→ Brief
Return all the lines below in which the string "street" appears.
[Source data — start]
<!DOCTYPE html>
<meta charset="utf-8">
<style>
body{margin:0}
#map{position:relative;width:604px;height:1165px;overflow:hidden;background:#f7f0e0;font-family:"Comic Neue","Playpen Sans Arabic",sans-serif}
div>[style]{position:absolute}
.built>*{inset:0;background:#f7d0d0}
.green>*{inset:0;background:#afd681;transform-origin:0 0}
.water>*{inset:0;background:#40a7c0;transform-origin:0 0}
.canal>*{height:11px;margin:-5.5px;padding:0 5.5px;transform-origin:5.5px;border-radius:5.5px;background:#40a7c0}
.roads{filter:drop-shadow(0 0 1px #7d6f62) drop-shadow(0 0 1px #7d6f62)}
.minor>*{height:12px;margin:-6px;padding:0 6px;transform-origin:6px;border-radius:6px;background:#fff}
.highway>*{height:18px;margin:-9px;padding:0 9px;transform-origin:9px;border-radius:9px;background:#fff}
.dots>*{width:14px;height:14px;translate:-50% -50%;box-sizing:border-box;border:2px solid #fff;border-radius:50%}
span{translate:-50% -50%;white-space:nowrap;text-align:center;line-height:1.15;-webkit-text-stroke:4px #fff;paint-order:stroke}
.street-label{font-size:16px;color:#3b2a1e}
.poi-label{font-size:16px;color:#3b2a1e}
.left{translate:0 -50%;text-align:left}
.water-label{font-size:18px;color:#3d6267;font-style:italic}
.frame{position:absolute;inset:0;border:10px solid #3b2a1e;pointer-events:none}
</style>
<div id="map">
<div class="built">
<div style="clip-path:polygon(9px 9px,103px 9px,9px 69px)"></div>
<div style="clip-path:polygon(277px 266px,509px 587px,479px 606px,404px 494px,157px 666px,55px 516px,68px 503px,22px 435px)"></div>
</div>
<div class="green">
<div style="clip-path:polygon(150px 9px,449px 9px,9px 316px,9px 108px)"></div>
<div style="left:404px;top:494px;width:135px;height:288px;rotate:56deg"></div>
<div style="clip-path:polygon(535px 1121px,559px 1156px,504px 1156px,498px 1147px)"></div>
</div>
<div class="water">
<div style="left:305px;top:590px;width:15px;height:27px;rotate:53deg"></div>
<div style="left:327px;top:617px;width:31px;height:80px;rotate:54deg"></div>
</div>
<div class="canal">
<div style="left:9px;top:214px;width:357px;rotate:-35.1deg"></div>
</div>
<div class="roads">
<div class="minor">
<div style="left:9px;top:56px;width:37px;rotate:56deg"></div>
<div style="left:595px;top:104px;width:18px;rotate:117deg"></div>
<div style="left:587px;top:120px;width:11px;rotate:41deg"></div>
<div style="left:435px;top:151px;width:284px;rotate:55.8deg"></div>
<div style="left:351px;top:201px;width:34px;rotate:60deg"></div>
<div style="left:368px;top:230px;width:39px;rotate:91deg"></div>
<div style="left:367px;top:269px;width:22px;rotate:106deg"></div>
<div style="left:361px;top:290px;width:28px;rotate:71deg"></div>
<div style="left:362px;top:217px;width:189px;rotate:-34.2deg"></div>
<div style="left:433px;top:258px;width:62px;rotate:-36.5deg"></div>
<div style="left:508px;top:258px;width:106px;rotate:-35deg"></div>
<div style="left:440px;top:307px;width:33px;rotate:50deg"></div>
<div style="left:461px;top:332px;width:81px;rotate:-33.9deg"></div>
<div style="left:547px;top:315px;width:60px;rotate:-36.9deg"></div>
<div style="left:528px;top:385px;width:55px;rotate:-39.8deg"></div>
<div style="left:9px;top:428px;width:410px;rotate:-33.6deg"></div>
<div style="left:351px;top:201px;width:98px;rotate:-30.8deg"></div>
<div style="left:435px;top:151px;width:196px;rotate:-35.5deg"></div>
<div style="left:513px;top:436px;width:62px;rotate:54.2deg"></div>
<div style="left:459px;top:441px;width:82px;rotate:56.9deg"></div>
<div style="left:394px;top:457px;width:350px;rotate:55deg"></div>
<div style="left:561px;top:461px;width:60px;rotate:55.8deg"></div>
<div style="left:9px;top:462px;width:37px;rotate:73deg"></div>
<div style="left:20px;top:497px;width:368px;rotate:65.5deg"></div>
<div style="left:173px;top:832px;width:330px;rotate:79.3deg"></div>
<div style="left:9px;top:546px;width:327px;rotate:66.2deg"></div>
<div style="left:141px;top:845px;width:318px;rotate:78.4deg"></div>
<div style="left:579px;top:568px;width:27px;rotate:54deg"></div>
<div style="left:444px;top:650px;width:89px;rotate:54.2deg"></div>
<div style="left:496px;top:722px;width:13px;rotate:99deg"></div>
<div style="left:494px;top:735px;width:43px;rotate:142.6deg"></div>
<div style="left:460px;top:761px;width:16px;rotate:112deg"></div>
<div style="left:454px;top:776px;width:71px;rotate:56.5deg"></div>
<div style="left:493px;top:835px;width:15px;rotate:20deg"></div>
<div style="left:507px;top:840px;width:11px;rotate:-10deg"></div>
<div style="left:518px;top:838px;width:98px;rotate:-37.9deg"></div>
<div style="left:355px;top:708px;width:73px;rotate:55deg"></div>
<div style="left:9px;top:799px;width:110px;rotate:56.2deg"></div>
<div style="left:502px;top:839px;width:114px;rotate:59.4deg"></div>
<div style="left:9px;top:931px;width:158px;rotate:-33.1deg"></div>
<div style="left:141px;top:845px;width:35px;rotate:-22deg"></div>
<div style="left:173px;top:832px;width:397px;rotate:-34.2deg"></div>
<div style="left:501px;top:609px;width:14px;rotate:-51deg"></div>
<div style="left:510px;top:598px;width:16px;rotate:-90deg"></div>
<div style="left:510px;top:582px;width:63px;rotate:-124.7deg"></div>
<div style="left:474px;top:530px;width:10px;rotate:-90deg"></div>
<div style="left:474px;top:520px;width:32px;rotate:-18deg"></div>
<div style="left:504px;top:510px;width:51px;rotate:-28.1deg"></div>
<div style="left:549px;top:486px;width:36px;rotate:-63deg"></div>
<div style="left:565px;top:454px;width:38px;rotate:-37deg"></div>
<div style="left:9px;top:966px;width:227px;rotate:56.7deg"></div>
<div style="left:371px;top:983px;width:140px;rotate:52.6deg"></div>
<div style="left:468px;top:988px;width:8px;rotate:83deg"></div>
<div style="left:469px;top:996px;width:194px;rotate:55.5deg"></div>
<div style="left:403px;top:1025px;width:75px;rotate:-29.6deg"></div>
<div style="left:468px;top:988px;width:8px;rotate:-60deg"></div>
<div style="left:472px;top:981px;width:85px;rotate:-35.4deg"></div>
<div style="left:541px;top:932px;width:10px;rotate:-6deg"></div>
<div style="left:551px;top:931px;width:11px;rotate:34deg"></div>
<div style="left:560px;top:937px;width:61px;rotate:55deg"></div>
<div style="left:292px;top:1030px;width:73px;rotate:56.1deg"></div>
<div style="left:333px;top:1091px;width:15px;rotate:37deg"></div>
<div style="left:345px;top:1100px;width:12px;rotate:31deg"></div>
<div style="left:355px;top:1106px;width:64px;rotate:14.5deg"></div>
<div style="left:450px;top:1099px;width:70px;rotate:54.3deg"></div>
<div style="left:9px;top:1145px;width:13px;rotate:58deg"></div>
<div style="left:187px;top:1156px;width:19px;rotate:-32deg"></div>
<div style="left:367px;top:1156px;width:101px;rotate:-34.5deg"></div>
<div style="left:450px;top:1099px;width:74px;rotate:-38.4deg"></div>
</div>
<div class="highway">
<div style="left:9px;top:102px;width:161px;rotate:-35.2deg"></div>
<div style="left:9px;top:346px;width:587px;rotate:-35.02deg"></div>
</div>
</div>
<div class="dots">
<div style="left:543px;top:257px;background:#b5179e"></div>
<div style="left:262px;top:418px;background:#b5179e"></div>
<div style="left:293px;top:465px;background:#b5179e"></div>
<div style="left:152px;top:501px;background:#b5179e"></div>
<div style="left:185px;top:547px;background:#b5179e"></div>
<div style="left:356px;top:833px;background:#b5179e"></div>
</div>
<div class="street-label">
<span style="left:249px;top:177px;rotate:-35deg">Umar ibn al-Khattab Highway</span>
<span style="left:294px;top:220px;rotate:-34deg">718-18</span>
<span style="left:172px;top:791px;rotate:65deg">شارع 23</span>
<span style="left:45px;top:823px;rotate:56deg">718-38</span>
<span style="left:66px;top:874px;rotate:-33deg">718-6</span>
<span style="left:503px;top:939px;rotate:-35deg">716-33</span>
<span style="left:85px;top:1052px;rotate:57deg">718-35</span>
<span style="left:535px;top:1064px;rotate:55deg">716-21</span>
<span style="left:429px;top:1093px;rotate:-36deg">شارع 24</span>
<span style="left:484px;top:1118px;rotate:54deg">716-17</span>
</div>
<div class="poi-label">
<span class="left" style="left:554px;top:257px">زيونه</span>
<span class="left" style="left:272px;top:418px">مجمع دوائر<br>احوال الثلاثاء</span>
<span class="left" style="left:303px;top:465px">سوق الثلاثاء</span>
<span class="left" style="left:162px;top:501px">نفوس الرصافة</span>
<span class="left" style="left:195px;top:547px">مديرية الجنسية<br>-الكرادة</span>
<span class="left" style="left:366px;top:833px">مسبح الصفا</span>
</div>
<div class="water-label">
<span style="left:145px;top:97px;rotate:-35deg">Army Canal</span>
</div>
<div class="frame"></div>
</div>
[Source data — finish]
→ Task solution
.street-label{font-size:16px;color:#3b2a1e}
<div class="street-label">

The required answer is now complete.